Semi linear response theory (2005-2006) ()

The absorption of energy by driven system can be calculated by linear response (Kubo) only if the driven transitions are much slower compared with the relaxation rate. In the mesoscopic regime we assume that the relaxation effect is weak, and consequently a theory that goes beyond Kubo is required.  Our semi linear response theory (SLRT) uses a resistor network analogy (see illustration below) in order to calculate the rate of energy absorption. Connected sequences of transitions are essential in order to have non-vanishing result, as in the theory of percolation. The original motivation for introducing this theory [1] was the study of mesosopic conductance.  The same idea was later used [2] to develop a theory for the rate of energy absorption by metallic grains.

slr RN

[1] D. Cohen, T. Kottos and H. Schanz, J. Phys. A 39, 11755 (2006) [arXiv] [pdf]
[2] M. Wilkinson, B. Mehlig, D. Cohen, Europhysics Letters 75, 709 (2006) [arXiv] [pdf], Editorial Board highlight of 2006
For references on follow up works click here

Quantum Chaos perspective of SLRT

Semi-linear response theory (SLRT) applies to the calculation of energy absorption of driven weak-quantum-chaos systems. Such systems features a "sparse" Hamiltonian matrix:


The theory uses a resistor network picture of transitions, and gives different results compared with linear response theory (Kubo) whenever the perturbation matrix in the Hamiltonian is "textured" or "sparse" [notably if its elements have log-normal or log-box rather than Gaussian distribution].

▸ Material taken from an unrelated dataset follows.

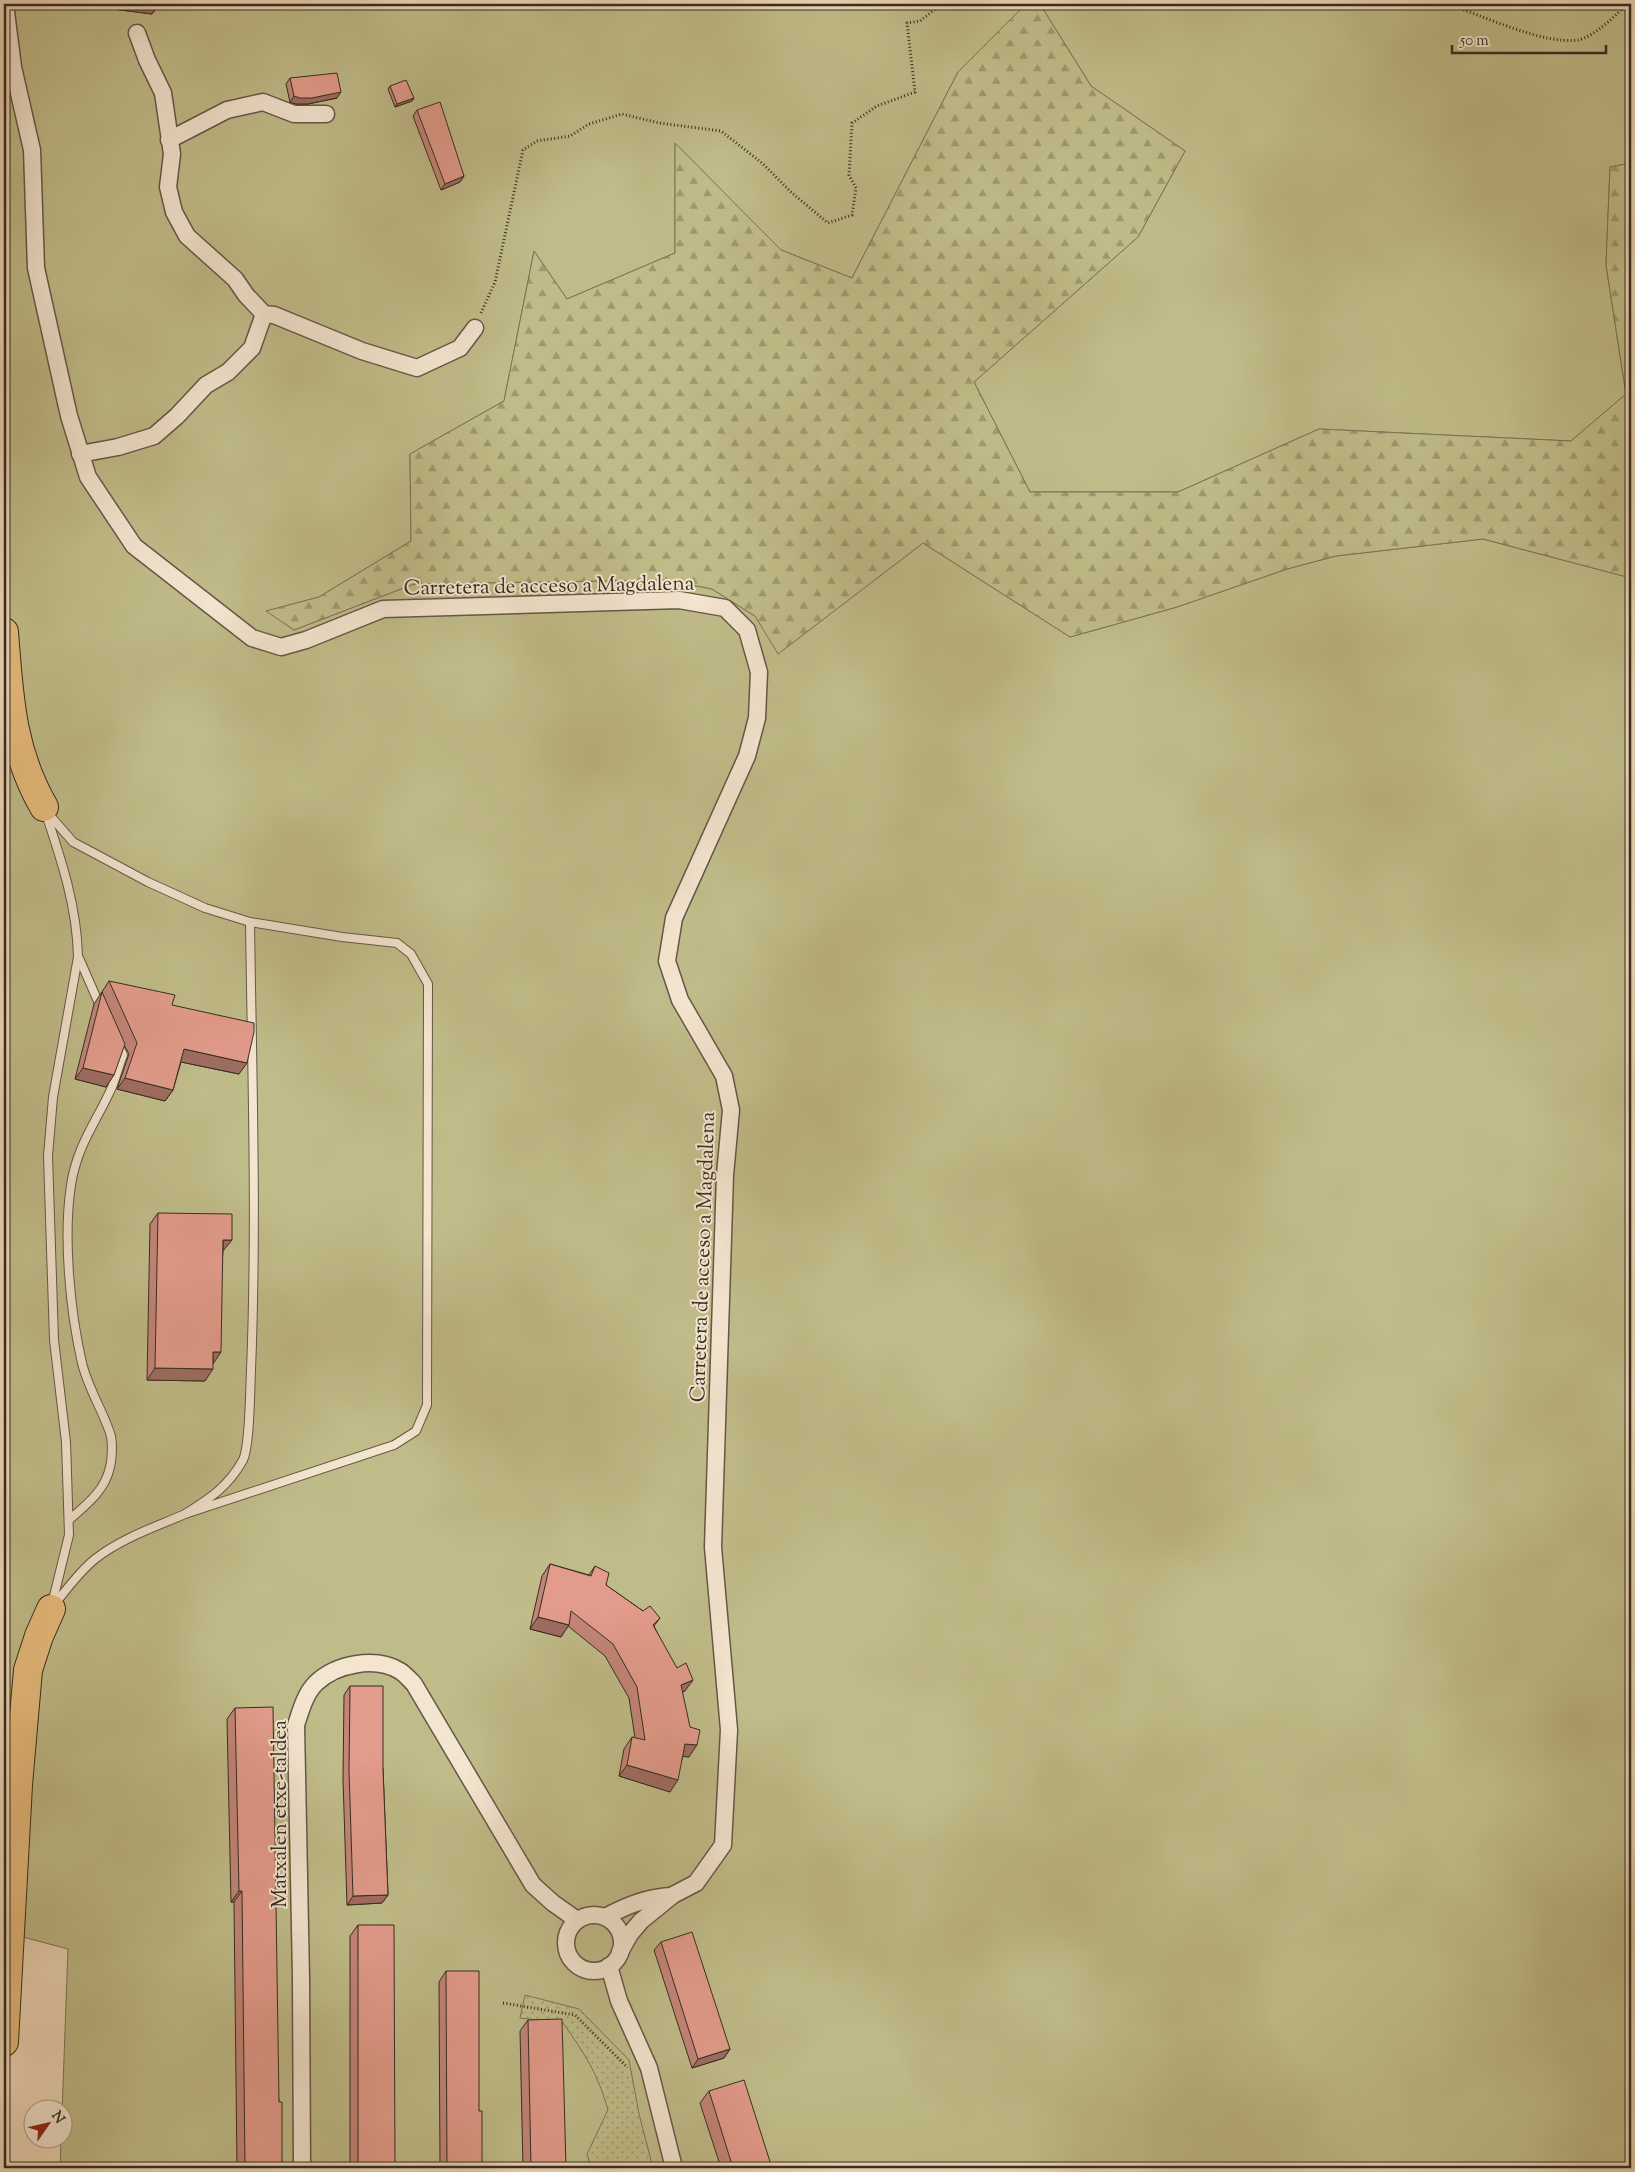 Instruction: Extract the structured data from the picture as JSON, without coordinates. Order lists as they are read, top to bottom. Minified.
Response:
{"streets":{"street":["Carretera de acceso a Magdalena","Matxalen etxe-taldea"]},"crossings":[["Carretera de acceso a Magdalena","Matxalen etxe-taldea"]],"scale_bar":"50 m","north":"top right"}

The theory has been applied to obtain novel results for the mesoscopic conductance of rings with very strong or very weak disorder, and also in order to resolve long standing questions regarding the applicability of the variable range hopping picture and the absorption of low frequency radiation by small metallic grains.

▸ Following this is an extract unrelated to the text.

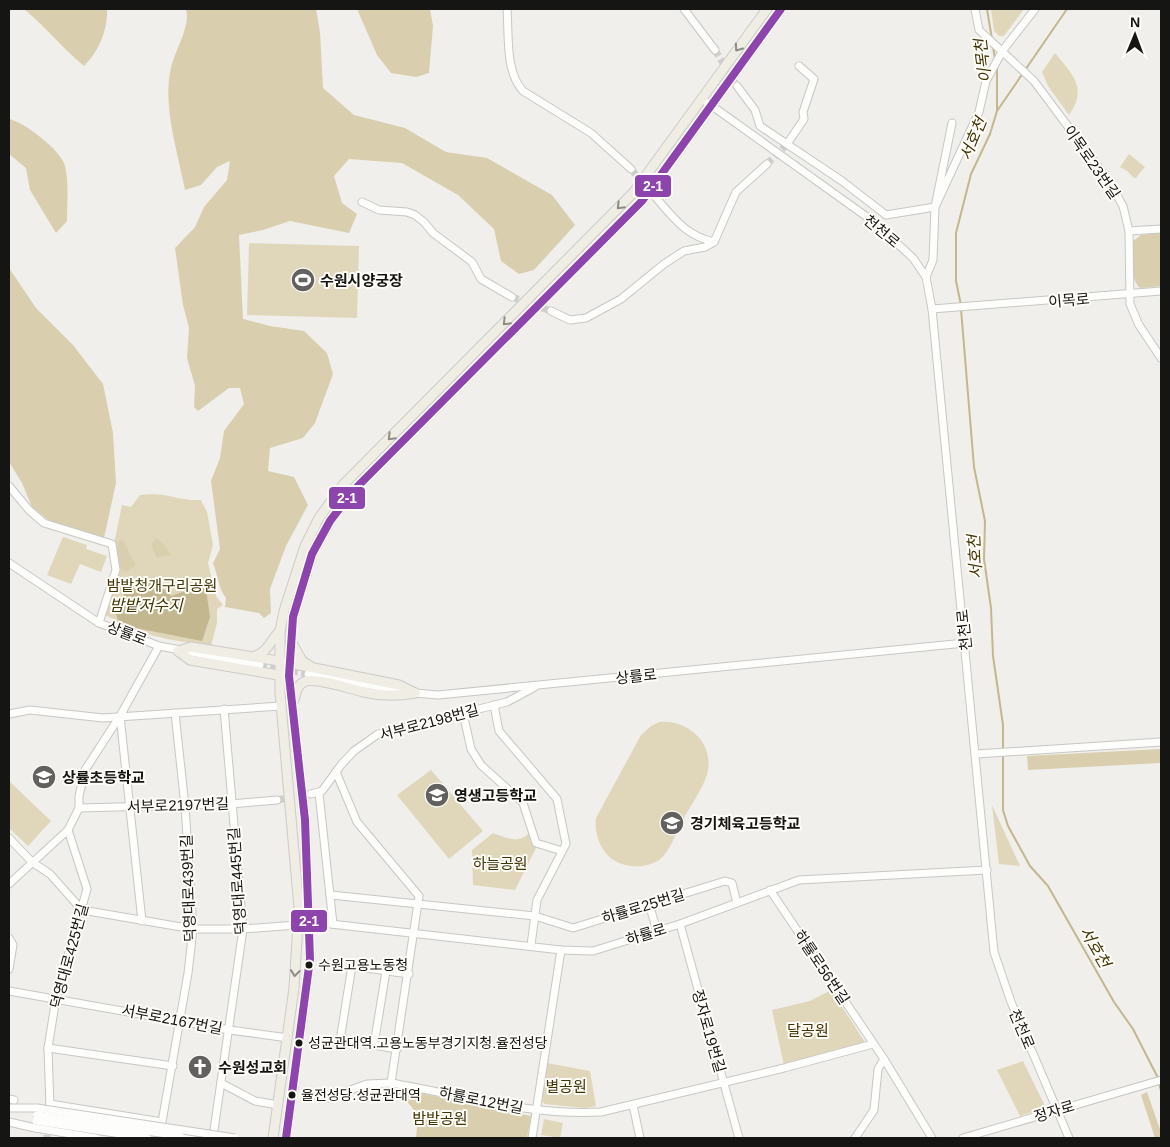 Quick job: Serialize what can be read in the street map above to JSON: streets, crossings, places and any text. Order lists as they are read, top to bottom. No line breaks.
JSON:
{"streets":{"street":["이목로23번길","천천로","이목로","상률로","서부로2198번길","서부로2197번길","덕영대로445번길","덕영대로439번길","하률로25번길","하률로","덕영대로425번길","하률로56번길","서부로2167번길","정자로19번길","하률로12번길","정자로"]},"crossings":[["이목로23번길","이목로"],["천천로","이목로"],["천천로","상률로"],["천천로","하률로"],["천천로","정자로"],["상률로","서부로2198번길"],["서부로2197번길","덕영대로445번길"],["서부로2197번길","덕영대로439번길"],["덕영대로445번길","하률로"],["덕영대로445번길","서부로2167번길"],["덕영대로439번길","하률로"],["덕영대로439번길","덕영대로425번길"],["덕영대로439번길","서부로2167번길"],["하률로25번길","하률로"],["하률로","덕영대로425번길"],["하률로","하률로56번길"],["하률로","정자로19번길"],["덕영대로425번길","서부로2167번길"],["하률로56번길","하률로12번길"],["정자로19번길","하률로12번길"]],"water":["이목천","서호천","밤밭저수지"],"parks":["밤밭청개구리공원","하늘공원","달공원","별공원","밤밭공원"],"places":{"sports":["수원시양궁장"],"school or university":["상률초등학교","영생고등학교","경기체육고등학교"],"other":["수원고용노동청","성균관대역.고용노동부경기지청.율전성당","율전성당.성균관대역"],"church":["수원성교회"]},"lines":["transit line 2-1"],"north":"top"}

The following figure illustrates model systems of interest: a Billiard with a moving wall, and a Ring with a time dependent magnetic flux. The "sparsity" of the perturbation matrix reflects the slight deviation of the Billiard from intelligibility, due to the deformation of the boundary (as in the figure) or due to the presence of disorder.

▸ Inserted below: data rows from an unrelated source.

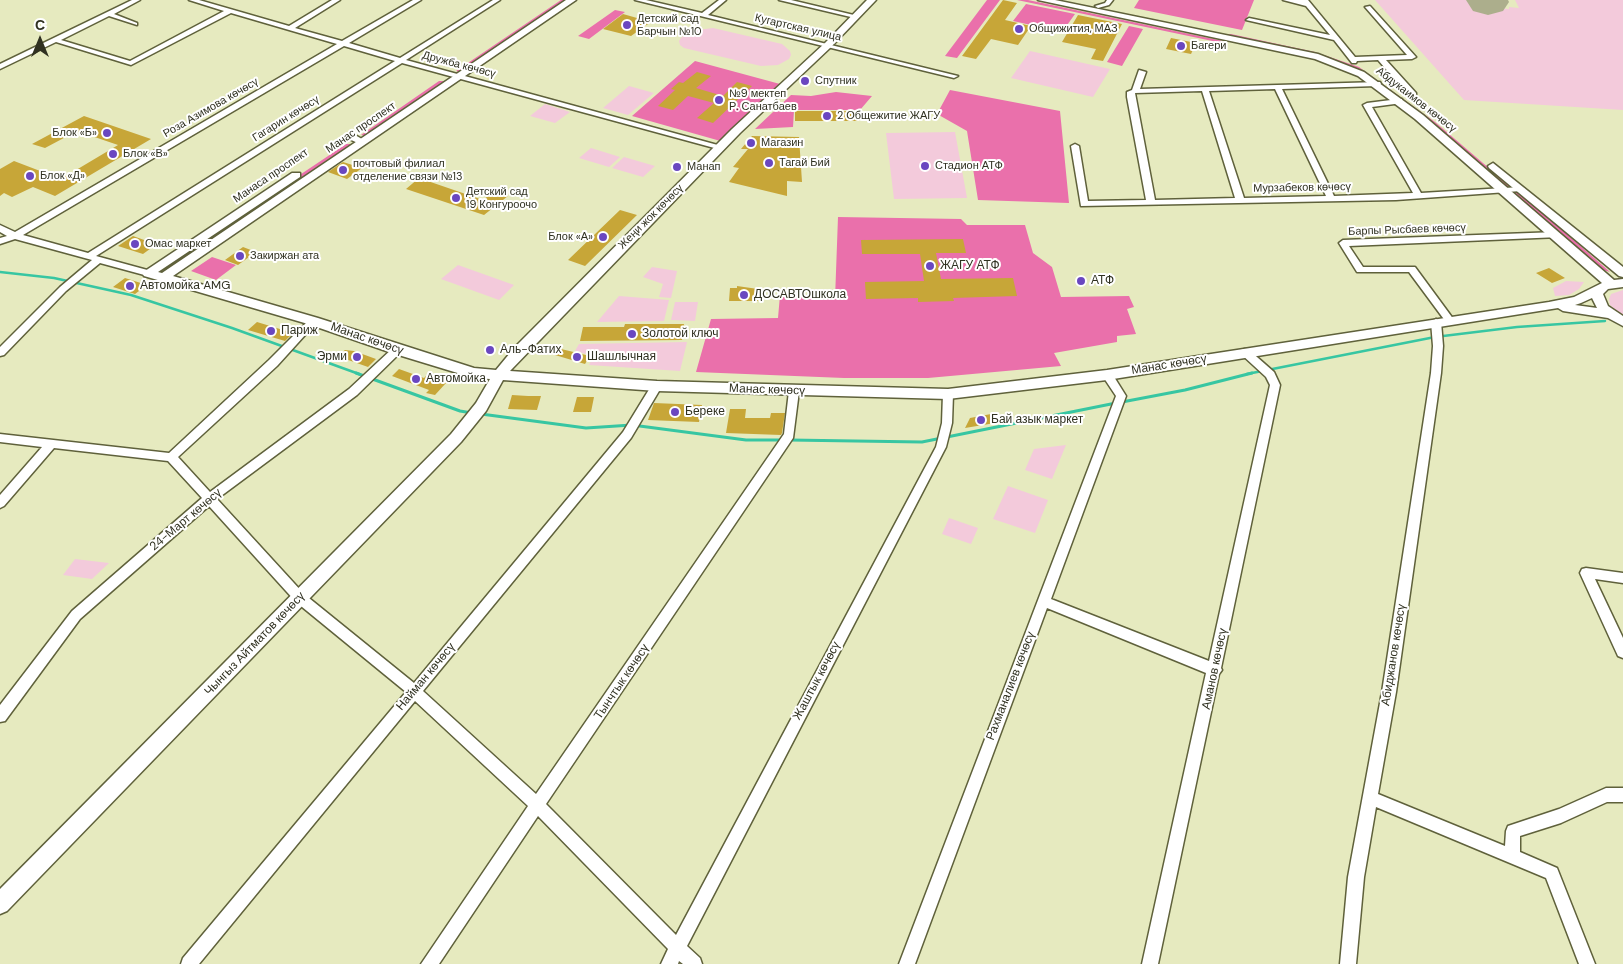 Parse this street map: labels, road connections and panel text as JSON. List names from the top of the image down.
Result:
{
  "streets": {
    "main road": [
      "Абдукаимов көчөсү",
      "Манас проспект",
      "Манаса проспект",
      "Жеңи жок көчөсү",
      "Манас көчөсү",
      "Чынгыз Айтматов көчөсү"
    ],
    "street": [
      "Кугартская улица",
      "Дружба көчөсү",
      "Роза Азимова көчөсү",
      "Гагарин көчөсү",
      "Мурзабеков көчөсү",
      "Барпы Рысбаев көчөсү",
      "24-Март көчөсү",
      "Абиджанов көчөсү",
      "Аманов көчөсү",
      "Найман көчөсү",
      "Жаштык көчөсү",
      "Тынчтык көчөсү",
      "Рахманалиев көчөсү"
    ]
  },
  "crossings": [
    ["Кугартская улица", "Жеңи жок көчөсү"],
    ["Дружба көчөсү", "Роза Азимова көчөсү"],
    ["Дружба көчөсү", "Гагарин көчөсү"],
    ["Дружба көчөсү", "Манас проспект"],
    ["Дружба көчөсү", "Манаса проспект"],
    ["Дружба көчөсү", "Жеңи жок көчөсү"],
    ["Абдукаимов көчөсү", "Мурзабеков көчөсү"],
    ["Абдукаимов көчөсү", "Барпы Рысбаев көчөсү"],
    ["Роза Азимова көчөсү", "Манас көчөсү"],
    ["Гагарин көчөсү", "Манас көчөсү"],
    ["Манас проспект", "Манас көчөсү"],
    ["Манаса проспект", "Манас көчөсү"],
    ["Жеңи жок көчөсү", "Манас көчөсү"],
    ["Жеңи жок көчөсү", "Чынгыз Айтматов көчөсү"],
    ["Барпы Рысбаев көчөсү", "Манас көчөсү"],
    ["Барпы Рысбаев көчөсү", "Абиджанов көчөсү"],
    ["Манас көчөсү", "24-Март көчөсү"],
    ["Манас көчөсү", "Чынгыз Айтматов көчөсү"],
    ["Манас көчөсү", "Абиджанов көчөсү"],
    ["Манас көчөсү", "Аманов көчөсү"],
    ["Манас көчөсү", "Найман көчөсү"],
    ["Манас көчөсү", "Жаштык көчөсү"],
    ["Манас көчөсү", "Тынчтык көчөсү"],
    ["Манас көчөсү", "Рахманалиев көчөсү"]
  ],
  "places": [
    "Детский сад Барчын №10",
    "Общижития, МАЗ",
    "Багери",
    "Спутник",
    "№9 мектеп Р. Санатбаев",
    "2 Общежитие ЖАГУ",
    "Блок «Б»",
    "Магазин",
    "Блок «В»",
    "Тагай Бий",
    "Стадион АТФ",
    "Манап",
    "почтовый филиал отделение связи №13",
    "Блок «Д»",
    "Детский сад 19 Конгуроочо",
    "Блок «А»",
    "Омас маркет",
    "Закиржан ата",
    "ЖАГУ АТФ",
    "АТФ",
    "Автомойка AMG",
    "ДОСАВТОшкола",
    "Париж",
    "Золотой ключ",
    "Аль-Фатих",
    "Эрми",
    "Шашлычная",
    "Автомойка",
    "Береке",
    "Бай азык маркет"
  ],
  "north": "top"
}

Review: Energy absorption by "sparse" systems [arXiv][pdf] (Prague 2012).

Heating of atoms in vibrating traps (2009-2011)

An application of semi linear response theory (SLRT) concerns the rate of heating of cold atoms in weakly chaotic optical billiards. This work extends older works where we have improved the "wall formula" of nuclear physics taking into account the type of wall deformation involved [notably we have argued that shaking or dilating a box does not lead to heating in the DC limit, unlike any other generic deformation]. We emphasize that SLRT rather than liner-response theory is essential in experimentally relevant circumstance if the system is quasi-isolated from its environment. SLRT is also the appropriate framework for the incorporation of weak interaction effects.

For references click here

The mesoscopic conductance of closed rings (2006-2008)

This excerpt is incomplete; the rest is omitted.